Being Jewish meant different things at different times. Taken together, the Jewish stories in our country houses speak to the integration of Jews into nineteenth and twentieth century British society, and the obstacles they encountered.
Jews were expelled from England in 1290. When they returned under Oliver Cromwell, they settled in urban areas. Some eighteenth century Jews made enough money to buy, develop and build grand country houses as part of their pathway to social acceptance.
This phenomenon became more pronounced during the nineteenth and early twentieth centuries: a period of social and economic change that saw the rise of great Jewish financial dynasties like the Goldsmids, the Rothschilds and the Samuels.
Town lives, Country lives
Most Jewish country houses were in the South East of England within easy reach of the City of London and its financial markets. Like the Rothschilds, many families had international family and business connections. This shaped the cosmopolitan taste we see reflected in houses like Waddesdon Manor, a neo-French château.
Country houses were also sites of assimilation, acculturation and ‘Englishness’. Jewish country house owners hunted, gardened, collected art and entertained lavishly. They supported local schools and charities, just as they tended to support traditional objects of Jewish charity, like the poor Jewish immigrants of London’s East End.
Barriers to integration
Rich City Jews found it hard to integrate into the world of the English gentry. Before 1858 only converted Jews like Benjamin Disraeli of Hughenden Manor could enter politics. Rather than face social exclusion, members of the Rothschild family built houses (including Waddesdon) in the Vale of Aylesbury where they could establish their own hunt.
Political antisemitism, the pogroms in Russia, the mass immigration of East-European Jews to Britain, and Hitler’s rise to power all touched the lives of Jewish country house owners.
Many tried to help persecuted foreign Jews. Ludwig Messels of Nymans, a convert, was active in the Anglo-Jewish Association during the 1880s. The Bearsteds of Upton House and the Rothschilds helped arrange the Kindertransport, and gave a massive free loan of £60,000 to help German Jewish refugees.

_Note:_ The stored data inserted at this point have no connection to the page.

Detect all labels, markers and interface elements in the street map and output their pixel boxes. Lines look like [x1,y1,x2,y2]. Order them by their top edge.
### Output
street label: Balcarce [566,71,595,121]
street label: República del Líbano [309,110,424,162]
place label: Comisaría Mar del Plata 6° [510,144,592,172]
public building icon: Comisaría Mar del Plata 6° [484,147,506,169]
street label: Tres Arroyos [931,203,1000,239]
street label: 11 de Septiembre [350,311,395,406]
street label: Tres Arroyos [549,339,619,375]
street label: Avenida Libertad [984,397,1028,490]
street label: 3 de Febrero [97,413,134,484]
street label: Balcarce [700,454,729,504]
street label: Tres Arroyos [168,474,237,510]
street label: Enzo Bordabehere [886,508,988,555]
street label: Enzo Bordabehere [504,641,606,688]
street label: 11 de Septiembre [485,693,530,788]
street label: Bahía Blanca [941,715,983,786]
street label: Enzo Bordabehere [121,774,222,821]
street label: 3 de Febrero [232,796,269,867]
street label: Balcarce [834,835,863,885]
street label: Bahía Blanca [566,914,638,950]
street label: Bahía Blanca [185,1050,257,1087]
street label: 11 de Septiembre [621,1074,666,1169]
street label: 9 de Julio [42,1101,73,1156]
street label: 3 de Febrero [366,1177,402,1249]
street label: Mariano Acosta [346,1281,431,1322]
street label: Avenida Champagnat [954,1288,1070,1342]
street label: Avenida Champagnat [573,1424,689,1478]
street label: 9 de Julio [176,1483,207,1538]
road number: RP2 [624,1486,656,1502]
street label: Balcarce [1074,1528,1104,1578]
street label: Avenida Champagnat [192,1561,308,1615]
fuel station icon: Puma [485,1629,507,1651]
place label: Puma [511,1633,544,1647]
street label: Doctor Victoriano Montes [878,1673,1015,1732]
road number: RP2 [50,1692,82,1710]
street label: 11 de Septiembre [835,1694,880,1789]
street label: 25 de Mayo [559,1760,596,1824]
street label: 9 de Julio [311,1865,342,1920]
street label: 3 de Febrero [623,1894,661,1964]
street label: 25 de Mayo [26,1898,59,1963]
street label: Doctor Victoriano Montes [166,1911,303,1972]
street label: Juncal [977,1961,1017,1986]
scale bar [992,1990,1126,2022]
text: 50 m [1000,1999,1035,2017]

Before Hitler, Zionism was very controversial in these circles, attracting opposition from Lord Bearsted but greater support from some Rothschilds. This changed with the terrible plight of European Jews in the 1930s and the Holocaust.
Assimilation and Jewishness
Jews like Leonard Woolf of Monk’s House who ‘married out’ and led socially integrated lives could still encounter antisemitic attitudes among friends and family. Even country house owners whose parents had converted were touched by the tragedy of Jewish existence in interwar Europe. Both Leonard Messel of Nymans and Maud Russell of Mottisfont Abbey had German relatives who fled the Nazis, with their help, and some who perished in the Holocaust.